Заговорив разом — что-то сродни беспорядочному, но братскому хору, — мы заверили его, что американцы держатся в Бастони, что они не сдали ни пяди.
«Потлач» и «Бастонь» — Морису Хальбваксу хватило двух слов, чтобы доказать, вопреки пожиравшей его смерти и уже почти поглотившему его небытию, что он принадлежит миру живых.
— В шесть часов в Revier! — сказал Каминский.
Осталось чуть больше получаса.
Я только что вышел из пятьдесят шестого блока вместе с Ленуаром и Отто, которые последние несколько недель участвовали в наших воскресных беседах у нар Мориса Хальбвакса. Видимо, уж не знаю как, но среди интеллектуалов Бухенвальда пополз слушок, что по воскресеньям в пятьдесят шестом блоке вокруг профессора Сорбонны собирается кружок и можно поговорить. Там без конца появлялись все новые лица.
В то воскресенье — возможно, мое последнее воскресенье под собственным именем — я увидел там Ленуара. Или Лебрена? В любом случае это было не настоящее его имя. Он был австрийским евреем, и его фамилия была не Ленуар, не Лебрен. Если я правильно помню, его звали Киршнер, Феликс Киршнер. Во всяком случае, я уверен в том, что имя его действительно было Феликс. В остальном я уверен меньше.
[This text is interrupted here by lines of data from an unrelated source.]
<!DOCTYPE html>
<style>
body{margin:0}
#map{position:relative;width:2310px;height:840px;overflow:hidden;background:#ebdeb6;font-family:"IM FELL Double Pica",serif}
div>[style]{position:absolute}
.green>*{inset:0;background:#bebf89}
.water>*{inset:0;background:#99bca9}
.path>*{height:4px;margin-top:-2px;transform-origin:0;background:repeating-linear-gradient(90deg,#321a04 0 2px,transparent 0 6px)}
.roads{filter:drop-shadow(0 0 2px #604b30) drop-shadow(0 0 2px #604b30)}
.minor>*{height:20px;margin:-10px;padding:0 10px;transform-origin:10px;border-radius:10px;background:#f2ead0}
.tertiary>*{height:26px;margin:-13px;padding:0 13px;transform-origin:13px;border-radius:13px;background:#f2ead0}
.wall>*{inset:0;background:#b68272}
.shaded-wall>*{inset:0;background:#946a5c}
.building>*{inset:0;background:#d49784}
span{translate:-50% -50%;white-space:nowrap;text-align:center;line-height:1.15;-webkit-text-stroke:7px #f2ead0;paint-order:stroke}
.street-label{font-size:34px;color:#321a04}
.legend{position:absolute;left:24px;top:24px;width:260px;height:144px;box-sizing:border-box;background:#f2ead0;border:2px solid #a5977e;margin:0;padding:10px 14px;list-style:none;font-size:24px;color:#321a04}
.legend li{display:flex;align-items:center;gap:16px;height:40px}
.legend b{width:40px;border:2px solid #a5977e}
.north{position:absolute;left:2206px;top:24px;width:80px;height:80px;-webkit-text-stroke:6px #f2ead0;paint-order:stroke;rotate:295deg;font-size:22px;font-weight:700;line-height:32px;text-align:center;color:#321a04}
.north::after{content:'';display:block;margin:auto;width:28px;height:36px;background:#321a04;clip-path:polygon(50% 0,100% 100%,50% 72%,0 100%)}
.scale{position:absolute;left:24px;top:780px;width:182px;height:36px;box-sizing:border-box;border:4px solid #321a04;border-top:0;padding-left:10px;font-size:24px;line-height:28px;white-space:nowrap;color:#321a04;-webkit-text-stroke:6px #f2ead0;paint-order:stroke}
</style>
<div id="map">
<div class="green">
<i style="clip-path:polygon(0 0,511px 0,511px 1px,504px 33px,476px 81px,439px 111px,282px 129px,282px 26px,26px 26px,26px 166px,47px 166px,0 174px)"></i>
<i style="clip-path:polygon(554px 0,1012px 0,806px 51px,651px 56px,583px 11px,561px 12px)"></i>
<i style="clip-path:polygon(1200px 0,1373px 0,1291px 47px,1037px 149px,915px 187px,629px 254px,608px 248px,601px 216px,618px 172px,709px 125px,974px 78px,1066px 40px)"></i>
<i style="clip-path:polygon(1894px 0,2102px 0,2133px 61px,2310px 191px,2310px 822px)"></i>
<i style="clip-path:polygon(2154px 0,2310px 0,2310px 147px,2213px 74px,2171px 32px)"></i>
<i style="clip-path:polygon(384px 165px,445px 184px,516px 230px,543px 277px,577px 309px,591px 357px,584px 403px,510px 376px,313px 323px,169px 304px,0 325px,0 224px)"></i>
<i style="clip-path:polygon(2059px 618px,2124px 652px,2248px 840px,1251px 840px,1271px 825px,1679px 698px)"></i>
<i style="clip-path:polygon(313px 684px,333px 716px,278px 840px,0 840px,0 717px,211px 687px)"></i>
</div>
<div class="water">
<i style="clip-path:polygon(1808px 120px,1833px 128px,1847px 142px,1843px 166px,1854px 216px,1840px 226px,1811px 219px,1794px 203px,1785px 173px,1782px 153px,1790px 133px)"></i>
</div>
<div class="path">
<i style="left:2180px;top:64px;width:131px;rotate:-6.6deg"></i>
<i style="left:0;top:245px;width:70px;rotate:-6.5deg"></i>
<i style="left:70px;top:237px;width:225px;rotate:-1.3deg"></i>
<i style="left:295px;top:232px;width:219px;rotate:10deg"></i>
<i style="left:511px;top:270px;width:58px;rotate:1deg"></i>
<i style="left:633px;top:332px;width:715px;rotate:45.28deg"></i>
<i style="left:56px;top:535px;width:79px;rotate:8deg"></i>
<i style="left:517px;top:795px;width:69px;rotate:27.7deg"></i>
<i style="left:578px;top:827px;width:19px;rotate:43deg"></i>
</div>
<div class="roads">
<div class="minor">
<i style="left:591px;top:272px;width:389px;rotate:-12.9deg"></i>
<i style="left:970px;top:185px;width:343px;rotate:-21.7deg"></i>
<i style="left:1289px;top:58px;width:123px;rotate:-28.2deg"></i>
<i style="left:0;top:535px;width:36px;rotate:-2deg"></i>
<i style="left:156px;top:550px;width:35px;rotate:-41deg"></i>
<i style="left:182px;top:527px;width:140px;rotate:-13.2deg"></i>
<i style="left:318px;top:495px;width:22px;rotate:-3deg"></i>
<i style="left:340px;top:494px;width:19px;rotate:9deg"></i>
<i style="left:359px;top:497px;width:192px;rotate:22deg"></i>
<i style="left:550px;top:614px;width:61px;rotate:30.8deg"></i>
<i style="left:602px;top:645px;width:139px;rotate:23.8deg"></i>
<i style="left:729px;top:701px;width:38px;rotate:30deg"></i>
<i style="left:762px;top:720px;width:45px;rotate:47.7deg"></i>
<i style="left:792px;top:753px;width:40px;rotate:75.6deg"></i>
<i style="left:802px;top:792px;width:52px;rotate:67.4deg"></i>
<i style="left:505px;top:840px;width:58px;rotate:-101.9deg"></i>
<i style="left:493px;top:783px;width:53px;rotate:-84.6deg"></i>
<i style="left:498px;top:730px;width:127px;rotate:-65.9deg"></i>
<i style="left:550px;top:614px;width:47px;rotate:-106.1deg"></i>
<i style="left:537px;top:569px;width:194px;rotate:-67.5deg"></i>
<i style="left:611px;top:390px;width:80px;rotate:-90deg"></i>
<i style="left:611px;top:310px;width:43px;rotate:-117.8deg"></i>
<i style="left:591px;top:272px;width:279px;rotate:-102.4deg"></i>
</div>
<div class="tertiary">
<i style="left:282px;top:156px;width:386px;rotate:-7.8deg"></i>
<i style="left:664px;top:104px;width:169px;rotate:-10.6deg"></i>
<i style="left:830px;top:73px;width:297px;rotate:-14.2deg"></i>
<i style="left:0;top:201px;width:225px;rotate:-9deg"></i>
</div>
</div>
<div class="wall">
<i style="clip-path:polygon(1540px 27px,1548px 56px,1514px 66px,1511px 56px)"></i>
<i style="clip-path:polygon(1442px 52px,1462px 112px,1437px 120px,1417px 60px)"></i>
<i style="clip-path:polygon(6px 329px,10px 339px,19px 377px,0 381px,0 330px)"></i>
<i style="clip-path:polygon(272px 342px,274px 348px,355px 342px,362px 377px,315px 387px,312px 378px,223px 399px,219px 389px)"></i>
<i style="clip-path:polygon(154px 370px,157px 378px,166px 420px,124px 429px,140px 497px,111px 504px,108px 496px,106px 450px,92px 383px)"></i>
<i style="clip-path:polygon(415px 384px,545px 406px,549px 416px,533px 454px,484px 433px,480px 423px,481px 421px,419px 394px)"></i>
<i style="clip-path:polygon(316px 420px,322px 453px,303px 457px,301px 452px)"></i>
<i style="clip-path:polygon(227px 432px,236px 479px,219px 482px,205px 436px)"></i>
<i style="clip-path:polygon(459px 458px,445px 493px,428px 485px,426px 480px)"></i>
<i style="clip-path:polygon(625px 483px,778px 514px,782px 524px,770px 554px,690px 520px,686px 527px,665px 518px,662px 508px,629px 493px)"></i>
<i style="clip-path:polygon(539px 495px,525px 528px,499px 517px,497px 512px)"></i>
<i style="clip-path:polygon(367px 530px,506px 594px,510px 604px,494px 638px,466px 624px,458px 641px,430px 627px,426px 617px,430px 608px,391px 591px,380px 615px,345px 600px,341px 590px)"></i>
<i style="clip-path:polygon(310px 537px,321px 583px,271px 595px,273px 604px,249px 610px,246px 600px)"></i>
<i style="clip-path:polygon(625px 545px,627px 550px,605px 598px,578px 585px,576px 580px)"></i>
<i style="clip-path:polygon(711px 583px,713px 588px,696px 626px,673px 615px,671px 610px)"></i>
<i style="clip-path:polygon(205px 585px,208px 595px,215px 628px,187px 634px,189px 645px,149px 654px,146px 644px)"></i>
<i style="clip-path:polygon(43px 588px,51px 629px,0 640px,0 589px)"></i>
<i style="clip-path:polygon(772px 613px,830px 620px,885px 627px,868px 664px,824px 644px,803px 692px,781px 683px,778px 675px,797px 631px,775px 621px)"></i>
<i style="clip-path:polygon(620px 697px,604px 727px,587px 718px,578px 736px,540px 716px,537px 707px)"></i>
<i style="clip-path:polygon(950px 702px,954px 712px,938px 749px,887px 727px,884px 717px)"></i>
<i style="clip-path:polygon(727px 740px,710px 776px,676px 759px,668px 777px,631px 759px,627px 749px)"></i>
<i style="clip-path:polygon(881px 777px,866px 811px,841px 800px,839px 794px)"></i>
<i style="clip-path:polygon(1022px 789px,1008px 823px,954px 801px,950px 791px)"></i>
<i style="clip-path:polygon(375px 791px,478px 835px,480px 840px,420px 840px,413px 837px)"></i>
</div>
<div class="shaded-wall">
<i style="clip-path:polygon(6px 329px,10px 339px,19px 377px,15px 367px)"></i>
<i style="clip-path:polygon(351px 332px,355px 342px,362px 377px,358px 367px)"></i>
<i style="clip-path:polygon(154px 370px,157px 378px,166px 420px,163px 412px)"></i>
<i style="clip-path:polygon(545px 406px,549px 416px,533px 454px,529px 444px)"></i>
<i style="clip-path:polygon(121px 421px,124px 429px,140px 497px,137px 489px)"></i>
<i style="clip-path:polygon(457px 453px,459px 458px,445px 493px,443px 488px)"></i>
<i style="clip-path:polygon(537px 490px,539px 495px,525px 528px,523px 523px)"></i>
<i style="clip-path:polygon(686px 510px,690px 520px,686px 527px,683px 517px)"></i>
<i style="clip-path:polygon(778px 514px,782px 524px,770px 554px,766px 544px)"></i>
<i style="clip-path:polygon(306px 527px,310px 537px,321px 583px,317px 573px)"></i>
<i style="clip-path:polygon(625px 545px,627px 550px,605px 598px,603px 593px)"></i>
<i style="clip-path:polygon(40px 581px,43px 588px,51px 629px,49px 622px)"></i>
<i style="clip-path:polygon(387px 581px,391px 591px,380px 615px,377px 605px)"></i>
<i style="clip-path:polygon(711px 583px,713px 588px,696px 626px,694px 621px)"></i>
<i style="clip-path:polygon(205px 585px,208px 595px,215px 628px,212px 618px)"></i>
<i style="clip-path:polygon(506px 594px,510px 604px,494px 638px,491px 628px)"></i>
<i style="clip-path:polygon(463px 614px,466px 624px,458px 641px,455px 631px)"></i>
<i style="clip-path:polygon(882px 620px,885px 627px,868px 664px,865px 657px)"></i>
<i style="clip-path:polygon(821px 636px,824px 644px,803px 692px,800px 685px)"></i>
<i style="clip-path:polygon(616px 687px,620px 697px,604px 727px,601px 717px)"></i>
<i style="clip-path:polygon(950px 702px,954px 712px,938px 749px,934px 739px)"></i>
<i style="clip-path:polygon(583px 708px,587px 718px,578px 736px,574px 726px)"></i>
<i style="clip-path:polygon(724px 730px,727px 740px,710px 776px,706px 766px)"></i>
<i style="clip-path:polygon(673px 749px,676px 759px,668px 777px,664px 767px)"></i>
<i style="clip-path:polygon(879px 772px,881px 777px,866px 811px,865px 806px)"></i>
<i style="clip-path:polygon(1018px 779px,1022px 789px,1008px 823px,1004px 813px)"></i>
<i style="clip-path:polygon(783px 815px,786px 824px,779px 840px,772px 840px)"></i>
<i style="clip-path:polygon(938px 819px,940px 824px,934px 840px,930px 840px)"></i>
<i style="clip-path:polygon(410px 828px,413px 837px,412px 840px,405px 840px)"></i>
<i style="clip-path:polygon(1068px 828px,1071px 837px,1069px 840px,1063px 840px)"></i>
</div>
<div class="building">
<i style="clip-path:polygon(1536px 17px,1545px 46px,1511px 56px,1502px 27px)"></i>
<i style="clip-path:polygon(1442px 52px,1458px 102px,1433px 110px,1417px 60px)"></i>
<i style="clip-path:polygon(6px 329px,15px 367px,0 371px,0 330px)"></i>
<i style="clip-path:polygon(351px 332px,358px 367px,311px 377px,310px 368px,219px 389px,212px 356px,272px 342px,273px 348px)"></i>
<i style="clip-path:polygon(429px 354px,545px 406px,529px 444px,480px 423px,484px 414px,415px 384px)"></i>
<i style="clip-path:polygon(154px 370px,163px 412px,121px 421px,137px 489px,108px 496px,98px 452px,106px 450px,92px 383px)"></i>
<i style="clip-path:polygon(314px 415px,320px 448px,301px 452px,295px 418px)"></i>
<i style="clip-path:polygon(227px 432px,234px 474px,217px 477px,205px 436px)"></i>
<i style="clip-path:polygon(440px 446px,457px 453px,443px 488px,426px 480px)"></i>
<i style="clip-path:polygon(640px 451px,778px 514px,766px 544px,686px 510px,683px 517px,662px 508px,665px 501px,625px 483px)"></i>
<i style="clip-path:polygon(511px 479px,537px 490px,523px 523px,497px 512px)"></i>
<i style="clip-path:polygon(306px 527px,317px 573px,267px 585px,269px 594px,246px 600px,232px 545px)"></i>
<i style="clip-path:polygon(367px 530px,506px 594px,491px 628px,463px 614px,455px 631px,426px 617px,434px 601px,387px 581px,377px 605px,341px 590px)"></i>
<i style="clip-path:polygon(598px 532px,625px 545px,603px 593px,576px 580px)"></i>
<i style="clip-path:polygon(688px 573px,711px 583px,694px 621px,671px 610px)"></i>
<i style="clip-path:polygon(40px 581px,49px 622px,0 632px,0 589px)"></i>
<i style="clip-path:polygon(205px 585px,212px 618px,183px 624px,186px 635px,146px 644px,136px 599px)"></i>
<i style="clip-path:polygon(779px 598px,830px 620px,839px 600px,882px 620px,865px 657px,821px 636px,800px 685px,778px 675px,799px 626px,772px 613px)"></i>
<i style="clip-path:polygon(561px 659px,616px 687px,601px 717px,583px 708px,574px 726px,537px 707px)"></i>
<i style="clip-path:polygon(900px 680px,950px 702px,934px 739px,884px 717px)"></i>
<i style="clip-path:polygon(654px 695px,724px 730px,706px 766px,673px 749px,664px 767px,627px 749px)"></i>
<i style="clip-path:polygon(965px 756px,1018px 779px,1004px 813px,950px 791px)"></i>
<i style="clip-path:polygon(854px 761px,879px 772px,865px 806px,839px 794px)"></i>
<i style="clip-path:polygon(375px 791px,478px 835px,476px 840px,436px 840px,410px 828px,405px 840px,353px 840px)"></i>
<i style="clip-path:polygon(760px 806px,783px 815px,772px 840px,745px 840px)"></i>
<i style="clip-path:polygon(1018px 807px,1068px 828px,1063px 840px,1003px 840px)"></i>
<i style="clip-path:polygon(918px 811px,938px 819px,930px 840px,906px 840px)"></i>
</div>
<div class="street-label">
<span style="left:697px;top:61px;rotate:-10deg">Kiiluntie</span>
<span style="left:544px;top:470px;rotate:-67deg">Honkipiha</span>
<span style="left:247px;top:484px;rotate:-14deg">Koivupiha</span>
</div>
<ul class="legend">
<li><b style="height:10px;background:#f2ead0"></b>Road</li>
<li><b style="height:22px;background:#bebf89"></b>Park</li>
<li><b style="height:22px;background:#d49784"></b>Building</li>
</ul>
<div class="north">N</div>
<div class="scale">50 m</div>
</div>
Его арестовали во Франции с фальшивыми документами на имя Ленуара или Лебрена — одно из двух, это точно, не Леблан, не Леру, не Легри; его фамилия точно была то ли черного, то ли коричневого цвета[27]. Под этим именем гестапо и отправило его в тюрьму, не подозревая, что под банальной французской фамилией скрывается венский еврей.
Как бы то ни было, Ленуар или Лебрен — я никак не могу выбрать — появился в Arbeitsstatistik осенью 1944 года. Я так и не узнал, направили ли его к нам в Arbeit из политических соображений. Если да, то я понятия не имею, какую компартию он представлял — французскую или австрийскую? Но может быть, его назначили просто «по профессии», потому что он говорил почти на всех европейских языках. По крайней мере, на языках тех стран, из которых формировался контингент заключенных в империи СС.
Так или иначе, Ленуар — орел или решка, выбираю Ленуара! — был человеком красноречивым и образованным. Казалось, он от души наслаждался разговором, независимо от обсуждаемой темы, и любую тему мог повернуть и так, и эдак. А у меня к нему было множество вопросов, которые я и задавал во время обеденного перерыва или вечером, после переклички.
Дело в том, что за несколько лет до этого на улице Блез-Дегофф, у Эдуарда Огюста Ф. (кажется, я уже рассказывал об этом человеке и его замечательной библиотеке) я прочел «Человека без свойств» Роберта Музиля. К тому же с 1934 года, когда рабочее ополчение было раздавлено в обеих странах реакционными правыми католическими правительствами, ставшими колыбелями фашизма, схожая печальная историческая судьба постигла Австрию и Испанию. Так что мне было интересно узнать мнение этого венского профессора, гражданина республики, расшатанной извращенным наследством музилевской Какании и стертой Гитлером с карты мира не только без сопротивления, но с мазохистским энтузиазмом большей части австрийцев в 1938 году — году всех поражений.
Уже в первом нашем разговоре обнаружилось, что я не потеряю зря времени, слушая его рассказы об Австрии. Речь шла — ни больше ни меньше! — о докладе Эдмунда Гуссерля, на котором он (Ленуар, то есть Киршнер, хотя теперь меня взяло сомнение, не был ли он на самом деле Крейшлером?) присутствовал и теперь пересказывал мне его содержание.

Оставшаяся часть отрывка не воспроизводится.